Sally Lunn

Eighteenth-century recipe for this traditional Yorkshire teacake.


  • 1 lb. (½ k.) flour
  • 1 oz. (30 g.) granulated sugar
  • a good pinch of salt
  • 6 oz. (180 g.) butter
  • 1 oz. (30 g.) yeast
  • 1 teaspoon caster sugar
  • ½ pint (3 dl.) lukewarm milk
  • 3 egg yolks and 2 whites


Mix the granulated sugar and salt with the flour. Rub in 2 oz. (60 g.) butter until the mixture has the consistency of coarse breadcrumbs. Cream the yeast with the caster sugar, add a tablespoonful of milk to it and let it stand in a warm place for 10 minutes. Then make a hole in the centre of the flour and pour in the yeast. Mix a little of the flour with the yeast. Then add the beaten eggs and mix to a soft dough with milk, using a little water, or, as in some recipes, a little beer, if necessary to increase liquid.

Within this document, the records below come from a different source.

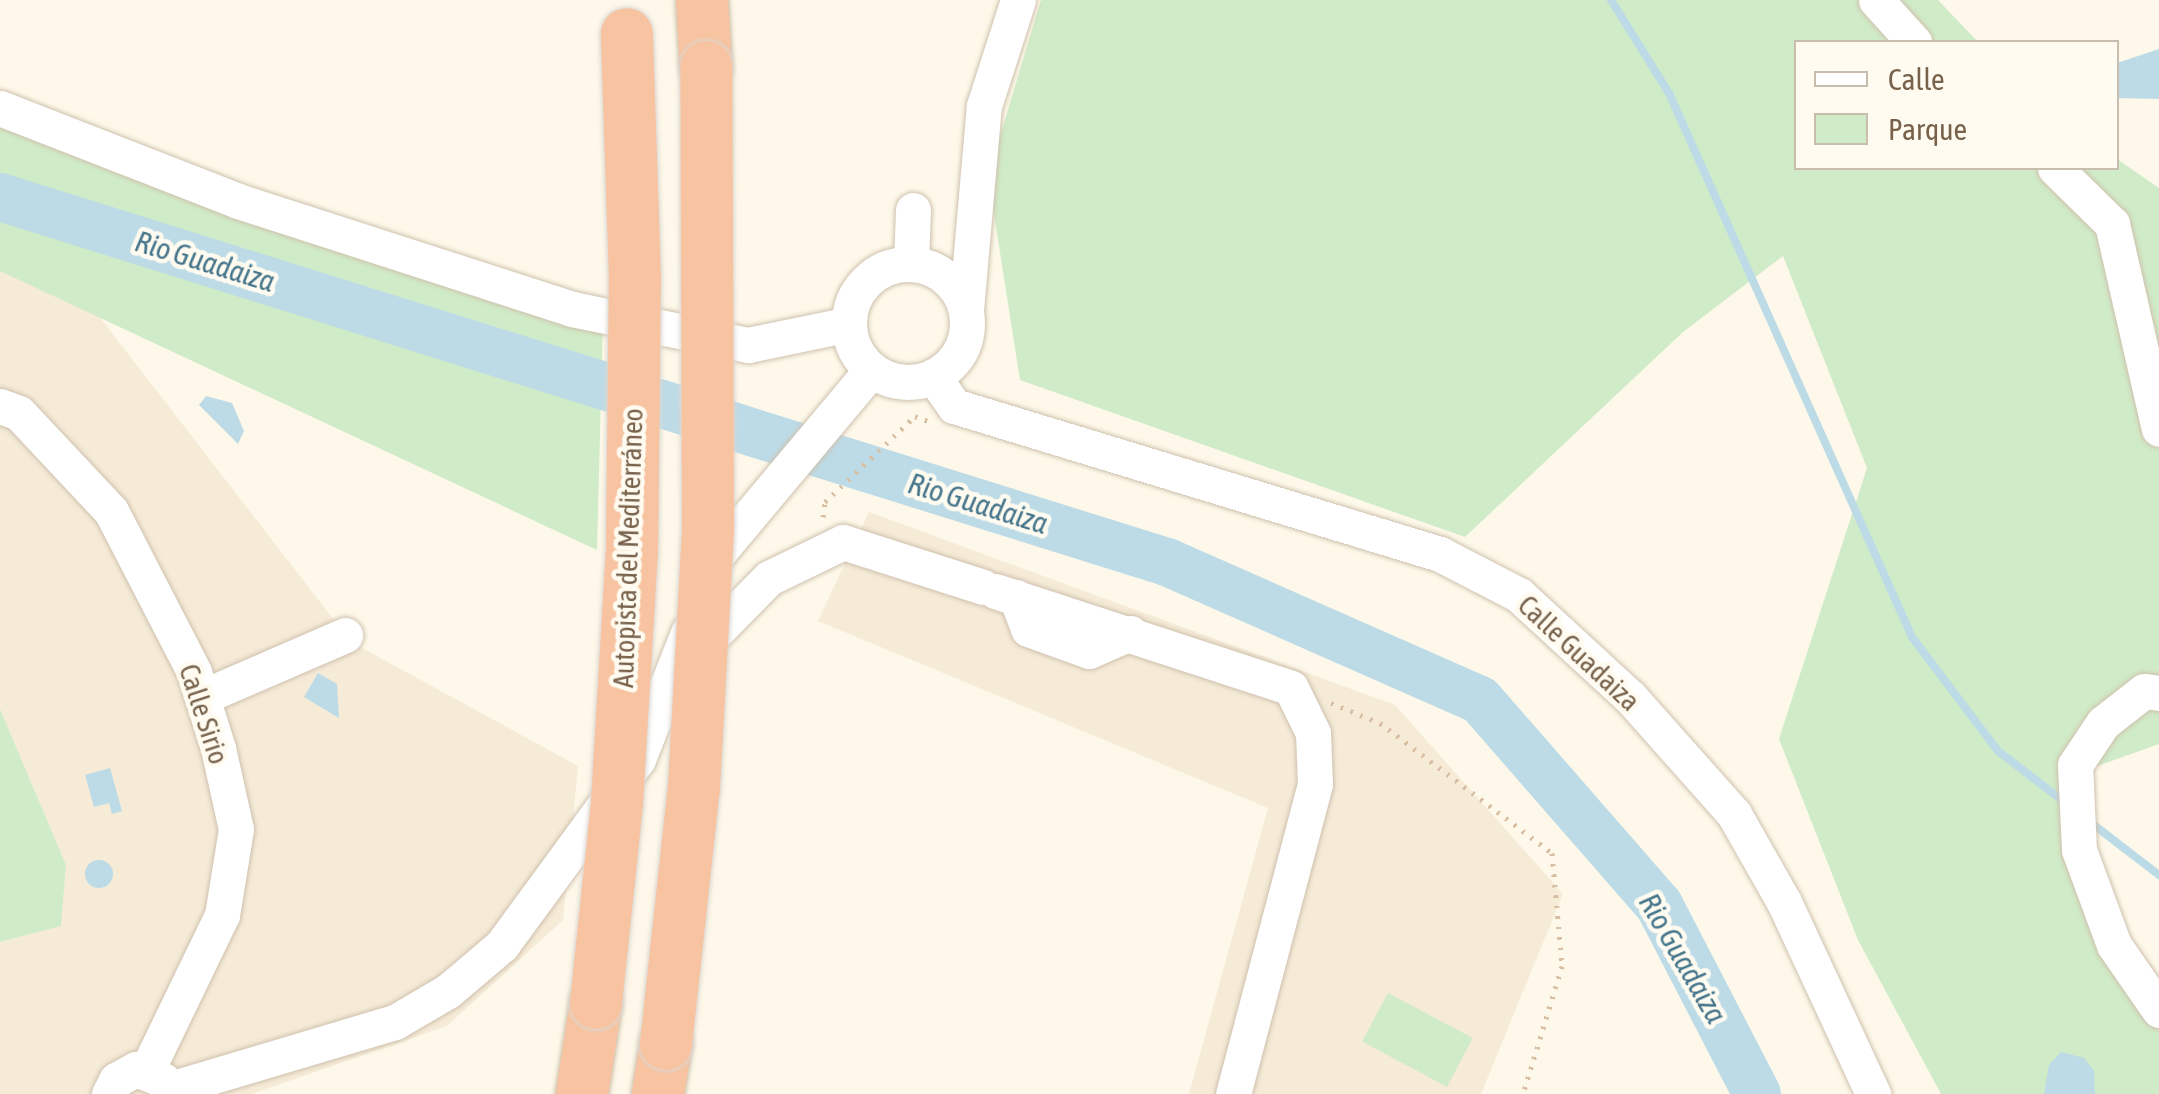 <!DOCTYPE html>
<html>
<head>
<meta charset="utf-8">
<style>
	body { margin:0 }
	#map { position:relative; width:2159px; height:1094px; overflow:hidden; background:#fdf8e9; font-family:"Asap Condensed",sans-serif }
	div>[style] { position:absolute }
	.residential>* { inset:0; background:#f5ebd7 }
	.green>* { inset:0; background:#d0ebc7; transform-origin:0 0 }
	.water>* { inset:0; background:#bddbe7 }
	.round { border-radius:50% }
	.stream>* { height:8px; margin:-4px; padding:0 4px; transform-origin:4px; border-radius:4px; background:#bddbe7 }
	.river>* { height:48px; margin:-24px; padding:0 24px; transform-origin:24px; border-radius:24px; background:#bddbe7 }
	.path>* { height:5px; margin-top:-2.5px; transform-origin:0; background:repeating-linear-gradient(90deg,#d8bfa3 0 2.5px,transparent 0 10.5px) }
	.roads { filter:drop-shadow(0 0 2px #cfc1ae) drop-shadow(0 0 2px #cfc1ae) }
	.minor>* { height:35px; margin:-17.5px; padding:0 17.5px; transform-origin:17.5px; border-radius:17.5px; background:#fff }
	.minor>.ring { margin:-17.5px; padding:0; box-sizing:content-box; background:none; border:35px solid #fff; border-radius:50% }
	.highway>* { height:52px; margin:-26px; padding:0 26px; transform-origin:26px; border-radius:26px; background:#f7c3a0 }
	.bridges { filter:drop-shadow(0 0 2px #dcd6d0) drop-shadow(0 0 2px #dcd6d0) }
	.highway-bridge>* { height:52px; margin:-26px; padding:0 26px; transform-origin:26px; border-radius:26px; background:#f7c3a0 }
	span { translate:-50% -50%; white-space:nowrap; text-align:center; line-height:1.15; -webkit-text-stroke:9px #fffbf0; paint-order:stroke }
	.street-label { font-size:28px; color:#78624c }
	.water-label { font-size:30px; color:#45758b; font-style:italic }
	.legend { position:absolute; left:1794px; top:40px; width:325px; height:130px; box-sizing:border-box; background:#fffbf0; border:2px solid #c9beae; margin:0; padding:12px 18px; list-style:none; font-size:30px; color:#78624c }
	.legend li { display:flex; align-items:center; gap:20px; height:50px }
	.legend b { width:50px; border:2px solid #c9beae }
</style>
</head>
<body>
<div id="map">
	<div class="residential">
		<i style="clip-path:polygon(0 264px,84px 297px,351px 642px,578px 766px,563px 920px,447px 1026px,252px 1094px,0 1094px,0 942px,61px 926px,66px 865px,0 709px)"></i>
		<i style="clip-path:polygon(869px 512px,1395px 705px,1563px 894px,1481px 1094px,1189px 1094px,1268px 808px,818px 621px)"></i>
	</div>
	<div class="green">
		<i style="clip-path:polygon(1041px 0,1938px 0,1978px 42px,1796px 42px,1796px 168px,2116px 168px,2117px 159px,2159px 188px,2159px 744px,2089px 769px,2093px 865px,2159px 1016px,2159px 1094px,1941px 1094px,1858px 940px,1779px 739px,1867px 468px,1783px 256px,1683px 332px,1465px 537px,1020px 380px,988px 176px)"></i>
		<i style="clip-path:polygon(0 108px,603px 316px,597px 550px,0 271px)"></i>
		<i style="clip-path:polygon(0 709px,66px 865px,61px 926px,0 942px)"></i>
		<i style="left:1388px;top:993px;width:96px;height:55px;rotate:28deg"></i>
	</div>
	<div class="water">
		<i style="clip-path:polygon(2159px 49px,2159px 99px,2117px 98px,2117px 63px)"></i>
		<i style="clip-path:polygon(206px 396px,232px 403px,244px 431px,238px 444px,199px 405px)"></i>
		<i style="clip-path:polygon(318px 673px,337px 684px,339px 718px,304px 697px)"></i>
		<i style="clip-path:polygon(110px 768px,122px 811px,112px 814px,109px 803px,94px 807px,85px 775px)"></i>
		<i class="round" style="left:85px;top:860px;width:28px;height:28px"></i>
		<i style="clip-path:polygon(2061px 1052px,2084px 1058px,2094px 1071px,2095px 1094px,2044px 1094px,2049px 1065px)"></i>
	</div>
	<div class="stream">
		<i style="left:1611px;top:0;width:110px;rotate:58.1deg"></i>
		<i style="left:1669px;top:93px;width:596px;rotate:65.93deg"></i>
		<i style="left:1912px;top:637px;width:143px;rotate:53deg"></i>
		<i style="left:1998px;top:751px;width:87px;rotate:37.5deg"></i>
		<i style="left:2090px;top:822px;width:87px;rotate:37.5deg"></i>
	</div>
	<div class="river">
		<i style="left:0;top:197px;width:1223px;rotate:17.37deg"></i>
		<i style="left:1167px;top:562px;width:342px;rotate:23.8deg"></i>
		<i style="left:1480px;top:700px;width:272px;rotate:48.9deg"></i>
		<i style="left:1659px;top:905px;width:213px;rotate:62.6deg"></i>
	</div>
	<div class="path">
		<i style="left:823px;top:517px;width:15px;rotate:-82deg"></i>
		<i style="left:825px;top:502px;width:124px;rotate:-43.7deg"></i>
		<i style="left:915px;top:416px;width:14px;rotate:21deg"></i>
		<i style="left:1331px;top:703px;width:53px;rotate:22.2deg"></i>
		<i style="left:1380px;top:723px;width:216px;rotate:37.1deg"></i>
		<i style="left:1552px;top:853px;width:113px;rotate:84.9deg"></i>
		<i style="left:1562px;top:966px;width:134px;rotate:106.9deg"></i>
	</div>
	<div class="roads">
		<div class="minor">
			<i style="left:1876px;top:0;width:57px;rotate:47.9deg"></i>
			<i style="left:0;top:108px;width:256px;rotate:21.3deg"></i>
			<i style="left:238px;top:201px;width:351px;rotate:17.9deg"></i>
			<i style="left:572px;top:309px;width:180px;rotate:11.6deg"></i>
			<i style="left:748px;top:345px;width:103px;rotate:-11.7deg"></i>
			<i style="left:2055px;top:168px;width:80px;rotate:44.5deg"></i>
			<i style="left:2112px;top:224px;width:210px;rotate:77.1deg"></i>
			<i style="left:911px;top:264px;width:54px;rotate:-87.9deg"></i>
			<i class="ring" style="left:849px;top:264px;width:83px;height:83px"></i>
			<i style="left:966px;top:310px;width:205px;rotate:-85deg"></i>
			<i style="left:984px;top:106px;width:111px;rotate:-72.2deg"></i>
			<i style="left:933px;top:376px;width:37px;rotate:55deg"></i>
			<i style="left:954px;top:406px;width:508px;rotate:16.94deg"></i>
			<i style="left:1440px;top:554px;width:89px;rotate:27.4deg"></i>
			<i style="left:1519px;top:595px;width:151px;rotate:42.6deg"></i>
			<i style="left:1630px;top:697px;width:157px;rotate:48.4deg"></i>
			<i style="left:1734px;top:814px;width:101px;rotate:60.4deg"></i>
			<i style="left:1784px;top:902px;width:212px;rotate:65.1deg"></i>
			<i style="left:0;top:406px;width:20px;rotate:20deg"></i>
			<i style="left:19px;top:413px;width:134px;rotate:46.8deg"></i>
			<i style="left:111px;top:511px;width:181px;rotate:62.7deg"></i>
			<i style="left:194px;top:672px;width:80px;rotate:72.5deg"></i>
			<i style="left:218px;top:748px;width:83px;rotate:77.5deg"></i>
			<i style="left:236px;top:829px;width:87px;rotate:99.2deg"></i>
			<i style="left:222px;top:915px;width:172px;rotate:115.8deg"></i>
			<i style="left:709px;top:564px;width:253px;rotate:-50.1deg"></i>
			<i style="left:995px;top:591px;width:311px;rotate:18.1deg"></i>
			<i style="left:1291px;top:688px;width:50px;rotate:63.9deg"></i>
			<i style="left:1313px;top:733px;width:51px;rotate:87.8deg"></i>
			<i style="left:1315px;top:784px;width:321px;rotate:104.8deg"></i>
			<i style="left:1016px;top:597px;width:34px;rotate:69deg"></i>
			<i style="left:1028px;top:629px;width:65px;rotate:19.8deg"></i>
			<i style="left:1089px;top:651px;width:45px;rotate:-23.7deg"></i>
			<i style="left:698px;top:650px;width:101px;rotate:-45.4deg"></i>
			<i style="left:769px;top:578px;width:82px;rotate:-25.9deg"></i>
			<i style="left:843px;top:542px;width:147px;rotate:17.8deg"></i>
			<i style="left:2159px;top:693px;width:15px;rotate:-172deg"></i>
			<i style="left:2144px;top:691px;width:52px;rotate:142deg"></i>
			<i style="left:2103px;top:723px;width:50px;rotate:123.7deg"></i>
			<i style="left:2075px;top:765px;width:85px;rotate:87.3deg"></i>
			<i style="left:2079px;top:850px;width:101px;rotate:69.8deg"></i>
			<i style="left:2114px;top:945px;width:79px;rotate:55.3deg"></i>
			<i style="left:202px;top:697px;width:156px;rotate:-23.4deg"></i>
			<i style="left:170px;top:1089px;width:235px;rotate:-16.6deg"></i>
			<i style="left:395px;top:1022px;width:61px;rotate:-30.3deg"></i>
			<i style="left:448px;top:991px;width:71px;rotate:-40.4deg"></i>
			<i style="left:502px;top:945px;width:230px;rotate:-53.8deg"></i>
			<i style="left:638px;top:759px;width:136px;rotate:-68.4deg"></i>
			<i style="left:109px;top:1094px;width:16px;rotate:-63deg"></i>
			<i style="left:116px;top:1080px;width:23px;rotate:-29deg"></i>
			<i style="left:136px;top:1069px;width:29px;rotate:22deg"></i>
		</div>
		<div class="highway">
			<i style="left:702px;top:0;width:67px;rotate:86.6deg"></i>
			<i style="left:582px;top:1094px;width:92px;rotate:-81.3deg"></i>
			<i style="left:658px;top:1094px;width:51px;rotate:-80.9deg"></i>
		</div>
	</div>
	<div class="bridges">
		<div class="highway-bridge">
			<i style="left:596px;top:1003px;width:202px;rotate:-84deg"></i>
			<i style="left:617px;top:802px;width:250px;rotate:-86.6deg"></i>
			<i style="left:632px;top:552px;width:272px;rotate:-89.4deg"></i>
			<i style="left:635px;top:280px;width:246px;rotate:-91.9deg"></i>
			<i style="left:666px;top:1044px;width:258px;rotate:-83.8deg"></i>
			<i style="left:694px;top:788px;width:262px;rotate:-86.9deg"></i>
			<i style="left:708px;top:526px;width:459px;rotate:-90.2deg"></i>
		</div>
	</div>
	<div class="street-label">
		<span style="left:628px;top:548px;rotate:-88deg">Autopista del Mediterráneo</span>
		<span style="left:1579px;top:653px;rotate:43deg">Calle Guadaiza</span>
		<span style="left:204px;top:714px;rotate:72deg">Calle Sirio</span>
	</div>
	<div class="water-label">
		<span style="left:205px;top:261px;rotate:17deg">Rio Guadaiza</span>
		<span style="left:978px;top:503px;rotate:17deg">Rio Guadaiza</span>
		<span style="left:1683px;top:958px;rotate:60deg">Rio Guadaiza</span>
	</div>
	<ul class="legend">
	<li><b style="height:12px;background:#fff"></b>Calle</li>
	<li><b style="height:28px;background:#d0ebc7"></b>Parque</li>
	</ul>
</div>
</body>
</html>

Stand in a warm place for 1 hour to rise before kneading. Knead the dough for a few minutes, then divide it in 2 and make 2 large flat rounds. Leave them in a warm place until nearly twice their original size and then bake for 20–30 minutes at 425° F., gas mark 7.

When cooked split the first loaf across the middle and fill with butter -about ¼ lb. (120 g.) – and spread a little more over the top. Return it to the oven for 5 minutes for the butter to melt and penetrate the cake. The second cake can be reheated the next day.

Some recipes include currants, sultanas and a little spice.